Last summer, I participated in John's annual community mock draft, as the Cleveland Indians. I had the #5 pick, and I made it clear from the start that I was going by my own personal draft board. So, when I selected Nick Castellanos with that pick, it was pretty clear that it was completely unrealistic, but it gave me a pretty well-deserved reputation as a Castellanos fanboy here. I believed he had the best non-Harper bat in the draft class, and that it really wasn't close. I still believe that, but his tendencies this season have made that opinion a bit more clouded, and I think it's definitely necessary to double check my thoughts on him with a short study.After falling to the supplemental first round due to bonus concerns (the Tigers drafted him and gave him $3.45M), Castellanos made his pro debut last summer, spending a couple of weeks in the GCL. There, he hit pretty well in an extremely small sample size, batting .333/.414/.417 with a couple of doubles. Again, it was such a small sample (29 plate appearances) that his line was meaningless, but it hinted at his readiness for a full-season league. This year, the Tigers gave him that assignment, sending the 19 year old to low-A West Michigan.
He didn't respond immediately. Castellanos, a Miami native, didn't play any road games in the first couple of weeks, as rain forced cancellations and postponements of an entire series and a half. He struggled with cold weather at home (hint: West Michigan is cold in April), and just generally did not look very good at baseball. He hit .179/.222/.209 in April, with no home runs, and a 27.8% K-rate. Castellanos made Baseball America's Not-So Hot Sheet, though Jim Callis noted in a few places that he still preferred Castellanos to other prep bats from his draft.

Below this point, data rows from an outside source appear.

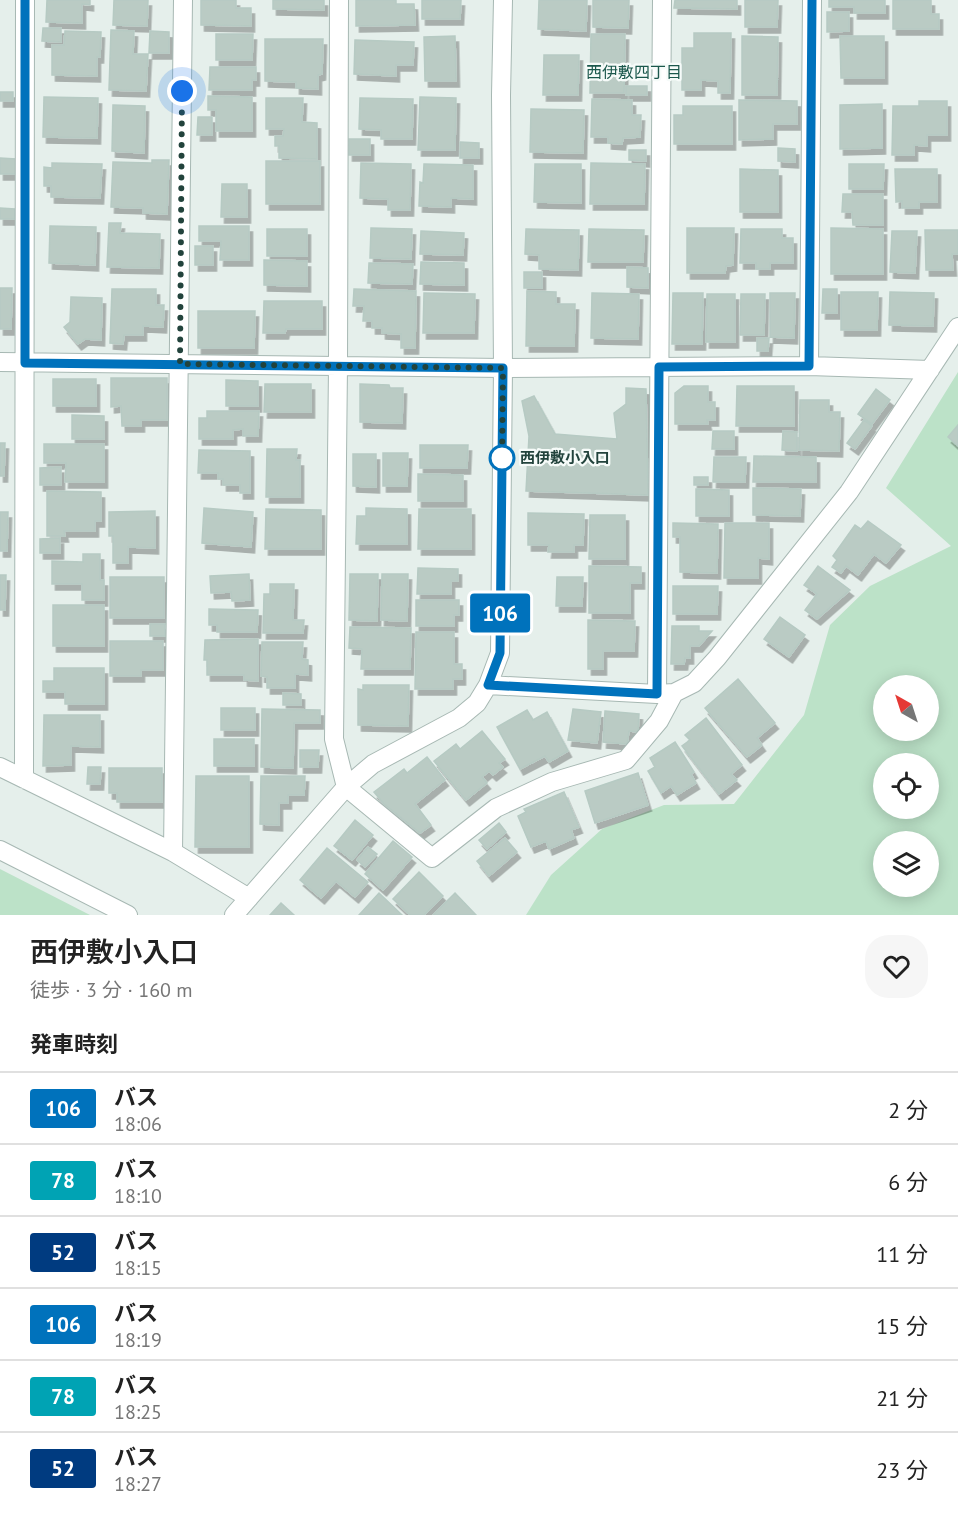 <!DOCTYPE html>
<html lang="ja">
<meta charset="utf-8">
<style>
body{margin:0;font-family:"PT Sans","Noto Sans JP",sans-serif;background:#f6f6f6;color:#222;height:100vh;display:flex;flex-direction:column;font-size:22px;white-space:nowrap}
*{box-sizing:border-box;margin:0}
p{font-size:20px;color:#767676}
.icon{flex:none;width:33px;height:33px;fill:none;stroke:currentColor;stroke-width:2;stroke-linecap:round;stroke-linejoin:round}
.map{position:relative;height:915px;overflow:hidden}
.panel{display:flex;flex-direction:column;background:#fff;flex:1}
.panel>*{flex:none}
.badge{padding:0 12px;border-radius:4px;font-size:21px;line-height:39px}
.needle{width:39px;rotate:321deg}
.fabs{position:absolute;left:873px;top:675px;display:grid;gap:12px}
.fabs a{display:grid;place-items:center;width:66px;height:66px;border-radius:50%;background:#fff;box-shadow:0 3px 15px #0003;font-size:30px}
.you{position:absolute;width:30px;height:30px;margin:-15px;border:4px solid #fff;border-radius:50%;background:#1a73e8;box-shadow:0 0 0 9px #1a73e833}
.map>.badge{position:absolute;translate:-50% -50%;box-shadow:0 0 0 3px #fff}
h2{padding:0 30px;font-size:22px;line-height:54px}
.round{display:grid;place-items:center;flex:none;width:63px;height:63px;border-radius:24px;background:#f6f6f6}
.head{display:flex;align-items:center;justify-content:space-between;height:102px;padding:0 30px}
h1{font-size:28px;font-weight:600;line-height:45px}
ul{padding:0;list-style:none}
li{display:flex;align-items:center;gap:18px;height:72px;padding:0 30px;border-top:2px solid #e0e0e0}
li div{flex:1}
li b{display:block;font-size:22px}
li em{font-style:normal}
li .badge{min-width:66px;font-weight:700;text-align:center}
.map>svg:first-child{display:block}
</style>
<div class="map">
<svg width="958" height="915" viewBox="0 0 958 915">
<defs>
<filter id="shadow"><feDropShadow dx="3.5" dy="6" stdDeviation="0" flood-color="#0004"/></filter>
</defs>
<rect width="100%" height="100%" fill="#e5efeb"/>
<path fill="#bce2c8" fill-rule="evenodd" d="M958,372V915H526L551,875L602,829L664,805L734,804L804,715L830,625L870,586L951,546L886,488ZM884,686H928V730H884ZM884,764H928V808H884ZM884,842H928V886H884Z
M0,869L90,915H0Z"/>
<path fill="#bacbc4" stroke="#b6cac3" stroke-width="1.5" filter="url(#shadow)" d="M47,0H90V5L82,4V23L46,22Z
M114,0H148L147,26L113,25Z
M201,0H236V8H251V26L201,25Z
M273,0H324V10L273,9Z
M356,0H396V4H414L415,25L356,26Z
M422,0H461L460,19H422Z
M539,0H587L586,31L538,29Z
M593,0H629L628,28L593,27Z
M675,0H737V9L674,8Z
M745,0H778L777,27H745Z
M829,0H885V13H854V7H829Z
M893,0H931V14H939V29H893Z
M827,12H849V31L827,32Z
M43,28H61V42L42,41Z
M111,30L134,31L133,54H148L146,91L109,90Z
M65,31L101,32L100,57H97V76L52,75V45H64Z
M150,31L169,32V53H149Z
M694,33H731L730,93H718V81L701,80V90H682V48H694Z
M216,34H253L252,60H216Z
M591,34H625L624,93H590Z
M455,36L456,81H425L424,37Z
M742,36L778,37L777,95H742Z
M840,36H884V78H841Z
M265,39H323L322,74L318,75V89L296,88V82L265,81Z
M355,40L414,42L413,65H396V76L354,74Z
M544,55H579L578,95H543Z
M210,67H256V80H252V90H209Z
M626,86H647V95H626Z
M0,92H13V101H0Z
M208,96L252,97V131H216V110H208Z
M44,97L98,98L97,138L43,137Z
M420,97L456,98L455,150H418Z
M266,98H303L302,122L317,123V159L279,158V146H275V136H283L284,129H266Z
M360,98L413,99L412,139H381V130L359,129Z
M592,99L632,100V115H641L640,137L623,138L622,144L608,143V137H591Z
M739,100L797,101V124H773V139L739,140Z
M919,101H947V135H927V146L914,145V155H892L893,106H919Z
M882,104V148L840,149V105Z
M113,105L145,106L144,153L112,151Z
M683,106H732V144H674V115H683Z
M531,109L584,110L583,153L530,152Z
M198,117H212V135H197Z
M349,139H370V155H349Z
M460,142L479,143V158H460Z
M778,148L795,149V162L778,161Z
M629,150H646V161L629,160Z
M0,158L16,159V174H0Z
M152,160H169L167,214L143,213V208L111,207L113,162L152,163Z
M266,161H320V204H266Z
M52,163L102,164L100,198L51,197V186H44V167L52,168Z
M361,163L411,164L410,210H388V199L360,198Z
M591,163L645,164L644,204H590Z
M424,164L473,165V199L451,198V207L419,206L420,182L423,183Z
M535,164H581V203L534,202Z
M849,164H884L883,189H849Z
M740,169L778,170V212H740Z
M895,169H937V202H919V208H902V201L896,202Z
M222,184H247V217H221Z
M843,194H883V225H853L852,212H842Z
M0,208L15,209V219H0Z
M109,223H121L120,233L160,234L159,268L107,267Z
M50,226L96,227L95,265L49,263Z
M199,226H249V260H220L221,241H199Z
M371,228L412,229L411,259L370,258Z
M687,228H734L733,265L726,266L725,273H687Z
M831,228L883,229V274H831Z
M267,229H307V256H267Z
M526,229L579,230L578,270L539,269V255L525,254Z
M589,229L644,230L643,262H588Z
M741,229H782V238H793V263H770V269H756V263H740Z
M925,230H958V254H952L953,270H926Z
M421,231L464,233L463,255L420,254Z
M892,231H917L915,273L890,272Z
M195,246H213V265H195Z
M264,260L307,261V286L264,285Z
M421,262L464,263V285L420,284Z
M369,263L413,264L412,284L368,283Z
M627,267L648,268V288L627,287Z
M524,272H542V288H524Z
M0,288H12L11,329H0Z
M112,289H156V305H164L163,327L143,326V335H124L123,344L110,343Z
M354,289L416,291L415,348H401V334L382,333V328H372V321H363L364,306H353Z
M823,289H837V313H822Z
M527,291L556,292V304H575L574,346H526Z
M841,292H878L877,330H841Z
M890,292L934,293L933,326L889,325Z
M424,293L475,294L474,333H423Z
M592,293L639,294L638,339L591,338Z
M673,293H703L702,344H672Z
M770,293H795L794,338L770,337Z
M707,294H735V342H706Z
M741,294H765L764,335H740Z
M71,297L102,298L101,340L85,339L78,344L64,327L70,322Z
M264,301H322V329H286L285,333H263Z
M198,311H255L254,348H198Z
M757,338H769L768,351H757Z
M111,378H167V420H141V426H122L121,406L111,407Z
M53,379H96V406H53Z
M226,380L258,381V406H226Z
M265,384H311V412H264Z
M360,384L389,385L390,388H403L402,423L360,422Z
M684,386H708V402H715V420H707L708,424H675V393Z
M737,386H794V426H736Z
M626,388L646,389L648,495L526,491L529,436L522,401L534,396L555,434L617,439L614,413L626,404Z
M876,389L890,400L872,424L858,414Z
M800,400H829V412H840L839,451L799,450Z
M207,411H259L258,436H243V429L233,430V439H199V418H207Z
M72,415L104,416V439H72Z
M864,420L872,426L855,449L847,443Z
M958,425V446L948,437Z
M713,431H734V449H712Z
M783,431L797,432V451L782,450Z
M0,443H5L4,476H0Z
M44,444H104V482H65L66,463H44Z
M420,445H468L467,468H420Z
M267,449H297L296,460H300V497H266Z
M199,450L250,451V493H240V485H223V479H218V473H198Z
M383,453H408L407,486H383Z
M353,454H376V487L353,486Z
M754,456L816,457V482H753Z
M714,457H746L745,482H713Z
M61,467V485H40V468Z
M418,474L463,475V501H418Z
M694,477H708V485H694Z
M753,488L801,489L800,516L753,515Z
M696,489L729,490V516H696Z
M47,491L101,492V521H95V531H64L65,536H47Z
M204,508L253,512L251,547L202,543Z
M366,508L407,509V544H356L357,516H366Z
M266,509L321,510V549H265Z
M419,509H471V549H418Z
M155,511V548L128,547V563H113V536H109V512Z
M0,512H8L7,551H0Z
M528,513L584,514L583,545H574V552H548L549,545H528Z
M590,515H625V559H589Z
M868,521L901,545L886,563L874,554L858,575L846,566L841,573L832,567L837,560L833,556L855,525L861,529Z
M673,523L718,524L717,573L680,572V537H673Z
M725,523H769V559L758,558V578H724Z
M60,538V553H40V539Z
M83,554H100V580H104V600H82V584H52V561L83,562Z
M589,566L641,567V583H630V613H589Z
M818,566L850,590L817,619L805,610L817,594L804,585Z
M418,568L458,569V581H451V594H417Z
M249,574L250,600L232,601L231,592L211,593L210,576Z
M350,574H378L377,621L349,620Z
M382,574H408L407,621L381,620Z
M0,575H6L5,610H0Z
M110,577H164V618H110Z
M557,577H583L582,606H556Z
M270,584H294L293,620H304L303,633H263L264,594H270Z
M673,586H718L717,614H673Z
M416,600H459V615H454V626H416Z
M53,605H104V646H53Z
M209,609L258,610L257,632H217V625H209Z
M780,617L805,635L789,657L764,639Z
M588,620L635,621L634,651H603V669H588Z
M150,624H165V636H150Z
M672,626H699V631H712L699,646H690V658H685L684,664H671Z
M350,627L411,628L410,669H361L362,649L349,648Z
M416,632H454V664H462V679H453V689H415Z
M258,639V681L244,680V675H207V660H204L205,640Z
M110,641H163V670H141V676H110Z
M262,642H303L302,659L308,660V675L295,674V688H267V677L261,676Z
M54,668H104V704H65V692H43V681H54Z
M738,679L775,723L757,738L762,745L747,757L705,708Z
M363,685H409L408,726L358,725V689L363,690Z
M283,693L301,694V705H283Z
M221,708H255V730H221Z
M262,709L320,710V723H294L293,768L261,767Z
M573,709L601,712L597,743L568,740Z
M527,710L533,720L547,712L568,751L549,762L545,756L520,769L497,727Z
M605,711L639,714L638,732L629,731L627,744L603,742Z
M44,715H100V747L71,746V765L43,766Z
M706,718L742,765L731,774L737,780L719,794L682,746L690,740L685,735Z
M482,731L505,759L499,763L503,767L493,775L489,771L482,777L487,783L466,800L434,761L456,744L460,749Z
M214,739H254V766H214Z
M675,742L694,772L691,774L696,783L677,795L671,786L661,793L648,771L655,767L650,758Z
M300,750H319L318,767H300Z
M427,757L445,780L415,804L431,825L420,833L384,804L374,792L404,769L407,773Z
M88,767H101L100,784H87Z
M109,768H162V802H117V793H109Z
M638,773L648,805L595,823L585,791Z
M196,776H249V847H195Z
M261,776H305L304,795H288V803H279V825L260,824Z
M564,792L579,827L571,830L574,838L549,849L546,841L531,847L518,816L526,812L524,809Z
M355,820L373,835L352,860L334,846Z
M499,823L506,832L487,849L479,840Z
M505,838L517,852L489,876L477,861Z
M393,841L412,857L383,890L365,874Z
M368,847L377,854L365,867L357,860Z
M327,848L368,882L355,897L336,881L321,898L300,880Z
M419,872L443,896L424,915H410L393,899Z
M379,893L402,915H359Z
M455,893L476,915H433Z
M281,903L294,915H270Z"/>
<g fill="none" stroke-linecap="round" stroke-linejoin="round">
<g stroke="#a7b8b3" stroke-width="20">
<path id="minor" d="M339,0L338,366L334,739L346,787L432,858L496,808L552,782L626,760L659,721L674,693
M0,362L503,368L809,366L930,370
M809,366L812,0
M488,685L657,694L674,693L694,683L717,658L849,492L958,327
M657,694L662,0
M0,767L173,852L249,898
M24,779L25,0
M0,850L128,915
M173,852L183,0
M234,915L346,787L373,764L459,718L477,703L488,685L500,653L503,368L501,95L503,0"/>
</g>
<use href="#minor" stroke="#fff" stroke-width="18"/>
</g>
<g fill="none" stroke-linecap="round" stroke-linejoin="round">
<g stroke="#fff" stroke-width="14">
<path id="line" d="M25,0V363L503,368L500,653L488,685L657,694L659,367L809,366L812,0"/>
</g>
<use href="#line" stroke="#0072bc" stroke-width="9"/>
<path stroke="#22433c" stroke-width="6" stroke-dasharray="0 10.8" d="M182,91L180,364L503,368L502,465V458"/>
</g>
<circle fill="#fff" stroke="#0072bc" stroke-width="3" cx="502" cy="458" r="12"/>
<g text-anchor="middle" stroke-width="4.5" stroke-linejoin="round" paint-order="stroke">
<g font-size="15" font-weight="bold" fill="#22433c" stroke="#f6fbf9" text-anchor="start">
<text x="520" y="463">西伊敷小入口</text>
</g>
<g font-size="16" fill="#1b584c" stroke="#f6fbf9">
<text x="634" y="78">西伊敷四丁目</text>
</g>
</g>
</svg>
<div class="fabs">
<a><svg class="needle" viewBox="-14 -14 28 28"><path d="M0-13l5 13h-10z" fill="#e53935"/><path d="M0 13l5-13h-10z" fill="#767676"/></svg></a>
<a><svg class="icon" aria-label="locate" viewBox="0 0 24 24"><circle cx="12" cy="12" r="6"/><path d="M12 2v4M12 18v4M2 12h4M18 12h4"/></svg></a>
<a><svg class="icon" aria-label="layers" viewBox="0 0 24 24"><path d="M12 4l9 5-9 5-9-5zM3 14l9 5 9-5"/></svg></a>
</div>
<div class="you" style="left:182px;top:91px"></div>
<b class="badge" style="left:500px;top:613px;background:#0072bc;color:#fff">106</b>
</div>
<section class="panel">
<div class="head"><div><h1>西伊敷小入口</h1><p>徒歩 · 3 分 · 160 m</p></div><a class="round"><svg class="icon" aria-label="heart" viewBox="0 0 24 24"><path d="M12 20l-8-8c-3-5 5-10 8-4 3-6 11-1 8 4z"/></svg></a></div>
<h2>発車時刻</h2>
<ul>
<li><span class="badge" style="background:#0072bc;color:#fff">106</span><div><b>バス</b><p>18:06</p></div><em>2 分</em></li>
<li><span class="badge" style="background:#00a3b4;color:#fff">78</span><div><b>バス</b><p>18:10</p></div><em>6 分</em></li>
<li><span class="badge" style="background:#003b80;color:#fff">52</span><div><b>バス</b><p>18:15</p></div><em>11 分</em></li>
<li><span class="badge" style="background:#0072bc;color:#fff">106</span><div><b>バス</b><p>18:19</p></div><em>15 分</em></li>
<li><span class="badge" style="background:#00a3b4;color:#fff">78</span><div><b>バス</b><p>18:25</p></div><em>21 分</em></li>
<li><span class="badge" style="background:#003b80;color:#fff">52</span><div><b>バス</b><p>18:27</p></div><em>23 分</em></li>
</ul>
</section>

A switch seemed to flip on May 1st, appropriately enough. He hit his first pro home run that day, in just the third multi-hit game of his season. From there, it was pretty much smooth sailing, as he got hot for most of the rest of the month, hitting .312/.356/.514. He still wasn't walking enough (5.3% in April and May), and was still striking out too much (down to 24.6% in May), but he was getting hits and showing some power. When June rolled around, Castellanos only hit better, to the tune of .408/.435/.579 on the month (as of 6/26). He again raised his BB% and lowered his K%, and again increased his ISO.
While his season line still sits at a merely-okay .306/.345/.452, Castellanos seems to be a notably better hitter than those numbers suggest. His post-April line (as of 6/26) is .351/.389/.540, with 5 home runs, and a 12/45 BB/K ratio. Most impressively, he seems to only be getting better as the year goes on, as he's had 12 multi-hit games in his last 15, and hasn't struck out once in his last 6. That's all pretty good for a 19 year old, and it makes me excited to see what he can do going forward this season.
What's the problem, then? One thing that terrifies me about Castellanos is a vague similarity to Josh Vitters circa '07. Vitters, too, was a prep third baseman considered to be one of the best prep bats in his class. He had a similar profile to Castellanos', as an elite pure hitter with above average power that had some plate discipline issues. In fact, their BA Draft scouting reports read remarkably similar in a couple spots. Both reports praised the respective hitters' swings, and both commented that there's a bit too much swing-and-miss in their games. The Vitters report reasoned that he swings at pitches which he shouldn't because of a reliance on his exceptional hand-eye coordination, while the Castellanos report didn't suggest a reason. Both hitters' power draws praise in the reports, and the two are similarly built.
Of course, we all know the story with Vitters. He has always had power in his game, but a lack of plate discipline has caused his contact ability to deteriorate rapidly since his 2008 full-season debut. In more than 1300 minor league at-bats, Vitters is now sitting at a .277/.316/.439 line, and is now considered a mid-range organizational prospect because of his pitch discipline issues. He's made only marginal progress with his walk rate since 2007, and his career rates are now at 4.1% BB% and 15.1% K%. His strikeouts obviously aren't the problem here, but Vitters just doesn't draw walks, and it's severely impacted his contact ability (.247 BA last year, .238 BA in his final 189 AB of '09). His ISO, too, has fallen off, to a still-respectable range in the .160s, but well short of his low-A and rookie ball rates.
This FanPost, though, is about Nick Castellanos, and not Josh Vitters. Vitters is merely a cautionary tale, though admittedly one that still could very well succeed in his own right. While the book is obviously not closed on him (he is still just 21 and in AA, after all), he has almost unarguably made his ascension to the majors more difficult by failing to develop any discernible plate discipline. My question or concern, I suppose, is whether or not Castellanos will encounter the same difficulties going forward. While he already has higher BB-rates this season than Vitters ever has had, he needs to reduce his strikeouts considerably, something that was never a major problem for Vitters. That being said, Castellanos seems to have realized that, and he seems to be actively working on it (and succeeding), which is obviously very nice to see. Time will only tell how he handles the higher minors, but for now, I feel comfortable maintaining my opinion that Nick Castellanos is an elite 3B prospect, and was the best non-Harper bat in the '10 draft class.